[SUPPLIED DATA Boundary: Start]

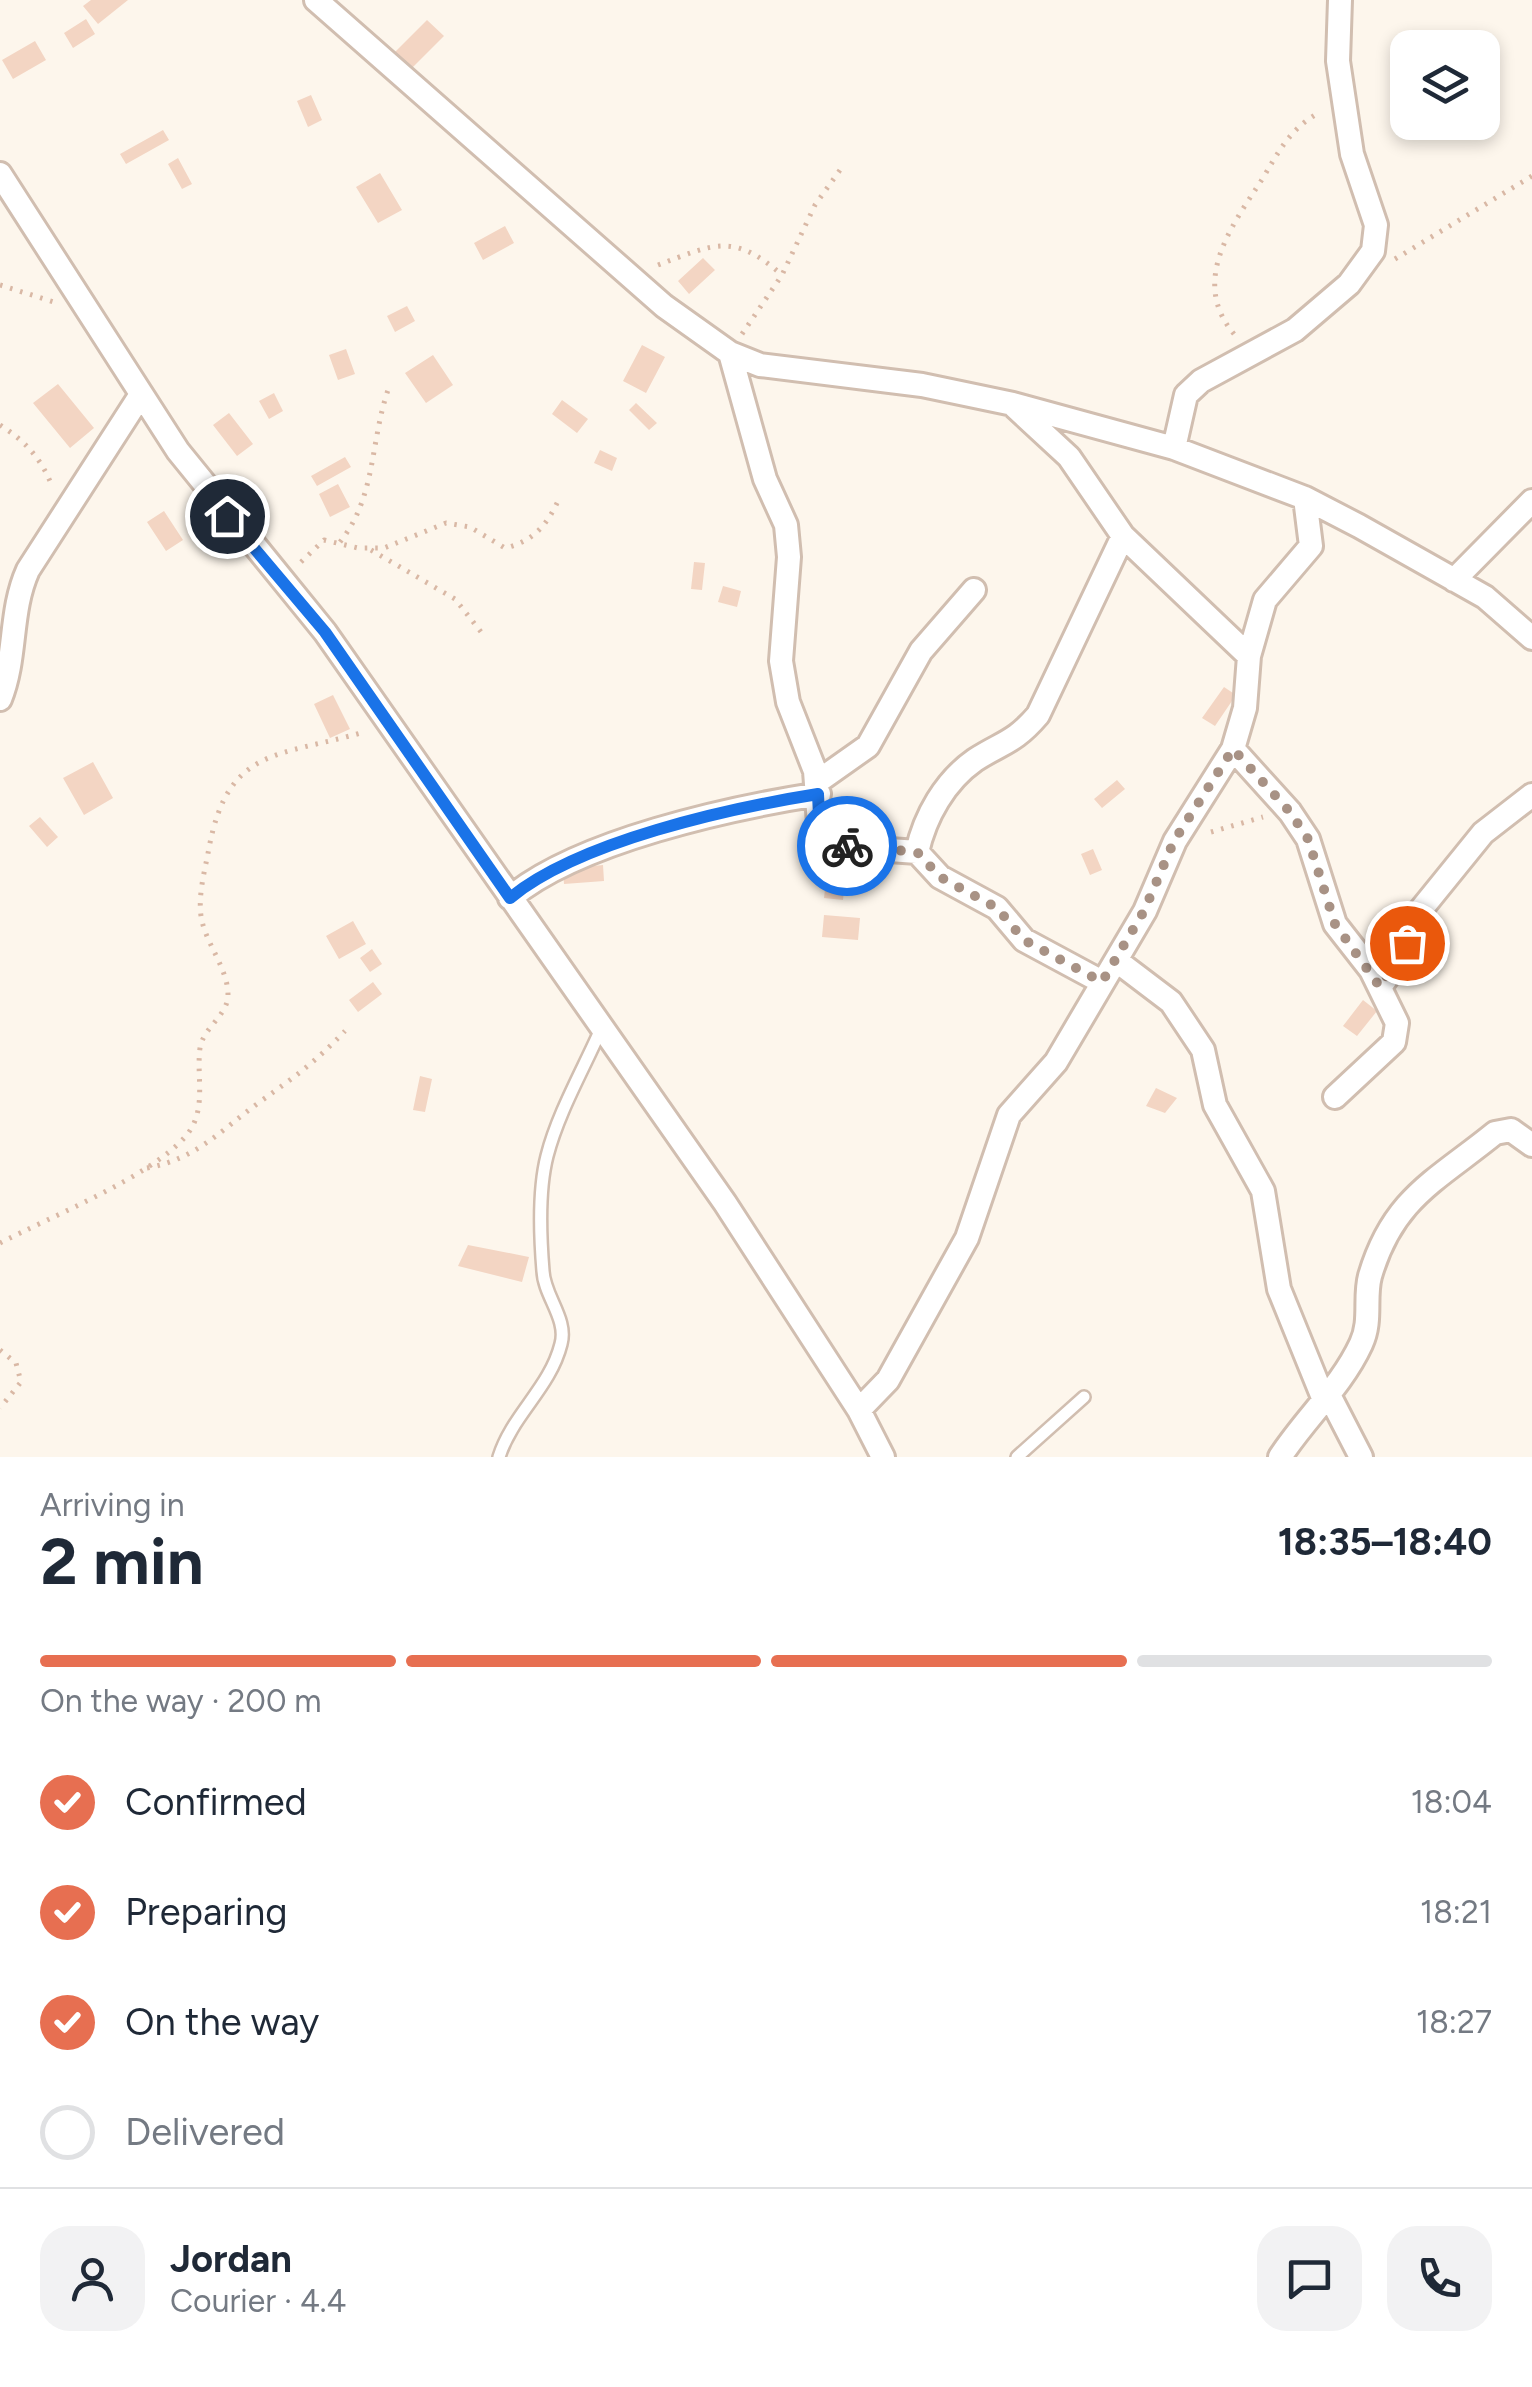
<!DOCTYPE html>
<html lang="en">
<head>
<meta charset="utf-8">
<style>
  body { margin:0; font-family:Figtree,sans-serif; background:#f2f2f3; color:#1f2937; height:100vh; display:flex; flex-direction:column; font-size:38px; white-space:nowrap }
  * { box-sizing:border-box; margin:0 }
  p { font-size:32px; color:#747a83 }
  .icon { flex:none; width:55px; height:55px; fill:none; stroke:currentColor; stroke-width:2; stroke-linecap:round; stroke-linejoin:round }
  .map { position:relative; height:1457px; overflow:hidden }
  .panel { display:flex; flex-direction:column; background:#fff; flex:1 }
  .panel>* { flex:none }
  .buttons { position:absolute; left:1390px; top:30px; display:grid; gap:20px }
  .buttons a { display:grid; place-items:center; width:110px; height:110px; border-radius:20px; background:#fff; box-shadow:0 5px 15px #0003; font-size:50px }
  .pin { position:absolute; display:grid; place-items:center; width:85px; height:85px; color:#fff; margin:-42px; border:5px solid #fff; border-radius:50%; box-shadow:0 2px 10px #0007 }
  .courier { position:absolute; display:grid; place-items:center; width:100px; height:100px; margin:-50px; border:8px solid #1a73e8; border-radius:50%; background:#fff; color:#222; box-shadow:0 2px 12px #0007 }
  .overview em { font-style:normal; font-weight:700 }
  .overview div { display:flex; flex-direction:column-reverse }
  .overview { display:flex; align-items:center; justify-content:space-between; height:170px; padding:0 40px }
  h1 { font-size:65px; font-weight:700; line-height:75px }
  .bar { display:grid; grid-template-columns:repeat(4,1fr); gap:15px 10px; align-content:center; height:120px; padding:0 40px }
  .bar i { height:12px; border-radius:8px; background:#e0e1e3 }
  .bar .selected { background:#e76f51 }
  .bar p { grid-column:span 4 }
  .line { display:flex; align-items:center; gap:25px; padding:0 40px; border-top:2px solid #e0e1e3 }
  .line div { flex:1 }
  .round { display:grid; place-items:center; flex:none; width:105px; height:105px; border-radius:30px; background:#f2f2f3 }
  ol { padding:0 40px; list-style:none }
  li { display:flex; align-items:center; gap:30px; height:110px }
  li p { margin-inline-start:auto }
  li .icon { padding:10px; border-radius:50%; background:#e76f51; color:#fff; stroke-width:4 }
  li:last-child { color:#747a83 }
  li i { width:55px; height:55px; border:5px solid #e0e1e3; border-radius:50% }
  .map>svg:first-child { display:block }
  .building { fill:#f3d5c3 }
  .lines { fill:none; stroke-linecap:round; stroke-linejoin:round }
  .service-casing { stroke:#d1beb0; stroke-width:16 }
  .minor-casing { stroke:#d1beb0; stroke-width:28 }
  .path { stroke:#d9b8a5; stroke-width:5; stroke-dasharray:2.5 8; stroke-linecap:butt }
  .service { stroke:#fff; stroke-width:11 }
  .minor { stroke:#fff; stroke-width:22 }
  .done { stroke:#a89285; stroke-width:10; stroke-dasharray:0 18 }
  .route { stroke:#1a73e8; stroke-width:12 }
</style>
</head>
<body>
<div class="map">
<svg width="1532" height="1457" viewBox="0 0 1532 1457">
  <rect width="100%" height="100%" fill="#fdf6ec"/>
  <path class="building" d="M91 0H128L98 24 83 6Z
    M86 19 95 34 73 48 64 33Z
    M427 20 444 36 408 72 392 55Z
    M35 41 46 60 13 79 2 60Z
    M311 95 322 120 308 127 297 101Z
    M163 130 169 140 126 164 120 154Z
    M178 158 192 184 182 189 168 164Z
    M380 173 402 210 378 223 356 187Z
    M505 226 514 243 483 260 474 243Z
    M703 258 715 270 689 294 678 281Z
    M407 306 415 321 395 332 387 316Z
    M642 345 665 357 646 393 623 381Z
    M346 349 355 374 338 380 329 355Z
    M433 355 453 385 426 403 405 373Z
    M58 384 94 428 70 448 33 403Z
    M274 393 283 411 269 419 259 401Z
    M562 400 588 419 577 433 552 414Z
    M636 403 657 423 649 430 629 410Z
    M229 413 253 444 237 456 213 425Z
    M600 450 617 458 612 471 594 463Z
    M345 457 351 467 317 486 311 476Z
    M338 484 350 507 330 517 319 494Z
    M164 511 183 540 166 551 147 522Z
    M694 562 705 563 702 590 691 589Z
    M723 586 741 591 737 607 718 602Z
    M1224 687 1236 695 1215 726 1202 718Z
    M333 695 350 729 330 738 314 704Z
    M93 762 113 798 84 815 63 778Z
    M1117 780 1125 789 1102 808 1094 799Z
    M40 817 58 837 47 847 29 826Z
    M1093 849 1102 870 1090 875 1081 854Z
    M603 865 604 881 564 884 563 869Z
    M826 881 845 883 843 900 824 898Z
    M824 915 860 918 858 940 822 937Z
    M353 921 366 944 339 959 326 936Z
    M372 949 382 964 370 972 360 958Z
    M373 982 382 994 358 1012 349 1000Z
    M1363 1000 1377 1011 1357 1036 1343 1026Z
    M420 1076 432 1079 425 1112 413 1110Z
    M1156 1088 1177 1098 1165 1113 1146 1106Z
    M468 1245 529 1257 522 1282 458 1266Z"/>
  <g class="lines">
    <defs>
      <path id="service" d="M499 1457C512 1415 550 1388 561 1344 568 1319 544 1296 543 1271 540 1235 538 1191 547 1156 558 1113 583 1070 601 1029
        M1017 1457 1084 1397"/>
      <path id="minor" d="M316 0 664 306 730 353 760 365 922 385 1013 404 1174 448 1305 498 1359 526 1485 597 1532 638
        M0 174 178 451 325 632 725 1203 859 1410 883 1457
        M730 353 765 479 786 525 789 557 781 661 788 702 815 771 820 837 835 846 917 852
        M1015 407 1069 457 1123 536 1249 656
        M1174 448 1186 395 1201 381 1295 330 1349 284 1373 251 1376 225 1352 154 1338 61 1340 0
        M1454 580 1532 501
        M0 699C17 657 9 612 28 570L140 396
        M1233 749 1290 812 1308 839 1335 924 1371 970 1397 1023 1394 1042 1335 1097
        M817 782 868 746 921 651 974 590
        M510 898C578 841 730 808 819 794
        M1117 961 1171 1002 1203 1050 1215 1105 1263 1191 1279 1289 1324 1400
        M1102 982 1024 940 997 908 940 877 917 852C925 816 945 781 975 760 1003 742 1014 743 1038 715L1123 536
        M1380 987 1398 962 1419 912 1483 833 1532 795
        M1329 1395 1361 1457
        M859 1410 888 1380 967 1238 1009 1115 1056 1062 1145 911 1175 841 1233 749 1245 708 1249 656 1265 600 1311 546 1305 498
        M1280 1457C1306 1417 1341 1387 1361 1344 1372 1321 1364 1298 1370 1276 1393 1198 1436 1181 1495 1133L1511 1130 1532 1145"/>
    </defs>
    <use href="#service" class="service-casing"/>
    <use href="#minor" class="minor-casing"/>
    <path class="path" d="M1395 259 1532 176
      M658 265C714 244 733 232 782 275
      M0 285 54 302
      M742 334 782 275 815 205 840 170
      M1234 334C1190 282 1231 227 1261 181 1279 152 1288 130 1320 112
      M0 425C25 441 41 458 52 486
      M340 542C376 497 370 443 388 390
      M371 550 455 599 485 637
      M301 562 324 540 358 548H384L446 523 470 527 505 548C534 541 547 525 559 499
      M1211 832 1263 817
      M147 1168C197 1159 222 1129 261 1101 296 1076 314 1063 345 1031
      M0 1243C50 1217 150 1177 185 1137 208 1111 196 1078 200 1048 203 1028 228 1015 228 995 228 968 205 943 201 916 198 894 205 870 209 848 228 746 279 757 364 732
      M0 1350 16 1363 21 1382 0 1408"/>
    <use href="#service" class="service"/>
    <use href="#minor" class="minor"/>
  </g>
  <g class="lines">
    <path class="done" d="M847 846 917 852 940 877 997 908 1024 940 1102 982 1144 911 1174 841 1233 749 1290 812 1308 839 1335 924 1380 987 1407 943"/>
    <path class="route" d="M227 516 325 632 510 898C579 841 730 808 818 794L820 837 834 846H847"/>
  </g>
</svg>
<div class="buttons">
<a><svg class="icon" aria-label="layers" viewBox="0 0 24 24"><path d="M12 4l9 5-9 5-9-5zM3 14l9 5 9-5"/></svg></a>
</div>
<div class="pin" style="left:1407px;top:943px;background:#ea580c"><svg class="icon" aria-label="bag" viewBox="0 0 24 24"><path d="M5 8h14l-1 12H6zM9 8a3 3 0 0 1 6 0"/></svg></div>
<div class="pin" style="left:227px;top:516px;background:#1f2937"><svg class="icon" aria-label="home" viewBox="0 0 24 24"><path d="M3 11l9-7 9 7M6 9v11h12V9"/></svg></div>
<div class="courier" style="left:847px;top:846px"><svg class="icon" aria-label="bike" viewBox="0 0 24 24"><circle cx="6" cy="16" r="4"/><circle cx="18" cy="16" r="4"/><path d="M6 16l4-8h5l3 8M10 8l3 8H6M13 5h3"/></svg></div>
</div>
<section class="panel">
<div class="overview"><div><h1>2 min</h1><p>Arriving in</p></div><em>18:35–18:40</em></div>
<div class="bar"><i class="selected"></i><i class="selected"></i><i class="selected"></i><i></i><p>On the way · 200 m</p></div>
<ol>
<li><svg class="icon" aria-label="check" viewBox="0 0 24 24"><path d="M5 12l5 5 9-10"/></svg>Confirmed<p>18:04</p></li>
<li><svg class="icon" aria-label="check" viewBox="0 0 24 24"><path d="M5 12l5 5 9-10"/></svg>Preparing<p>18:21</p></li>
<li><svg class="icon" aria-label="check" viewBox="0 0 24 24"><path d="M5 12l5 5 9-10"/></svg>On the way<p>18:27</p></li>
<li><i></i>Delivered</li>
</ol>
<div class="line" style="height:180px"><a class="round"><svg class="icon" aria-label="person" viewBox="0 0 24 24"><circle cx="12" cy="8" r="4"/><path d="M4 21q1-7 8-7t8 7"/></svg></a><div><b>Jordan</b><p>Courier · 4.4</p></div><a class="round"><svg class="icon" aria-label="chat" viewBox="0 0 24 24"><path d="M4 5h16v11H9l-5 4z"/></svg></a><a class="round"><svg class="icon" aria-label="phone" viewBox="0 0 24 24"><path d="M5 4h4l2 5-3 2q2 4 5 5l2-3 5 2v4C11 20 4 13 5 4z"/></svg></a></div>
</section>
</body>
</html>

[SUPPLIED DATA Boundary: End]

Copy only the stretch running from the line containing "<li><i></i>Delivered</li>" to the final line of the entries, both ends included, exactly as it stands.

WORKED SOLUTION:
<li><i></i>Delivered</li>
</ol>
<div class="line" style="height:180px"><a class="round"><svg class="icon" aria-label="person" viewBox="0 0 24 24"><circle cx="12" cy="8" r="4"/><path d="M4 21q1-7 8-7t8 7"/></svg></a><div><b>Jordan</b><p>Courier · 4.4</p></div><a class="round"><svg class="icon" aria-label="chat" viewBox="0 0 24 24"><path d="M4 5h16v11H9l-5 4z"/></svg></a><a class="round"><svg class="icon" aria-label="phone" viewBox="0 0 24 24"><path d="M5 4h4l2 5-3 2q2 4 5 5l2-3 5 2v4C11 20 4 13 5 4z"/></svg></a></div>
</section>
</body>
</html>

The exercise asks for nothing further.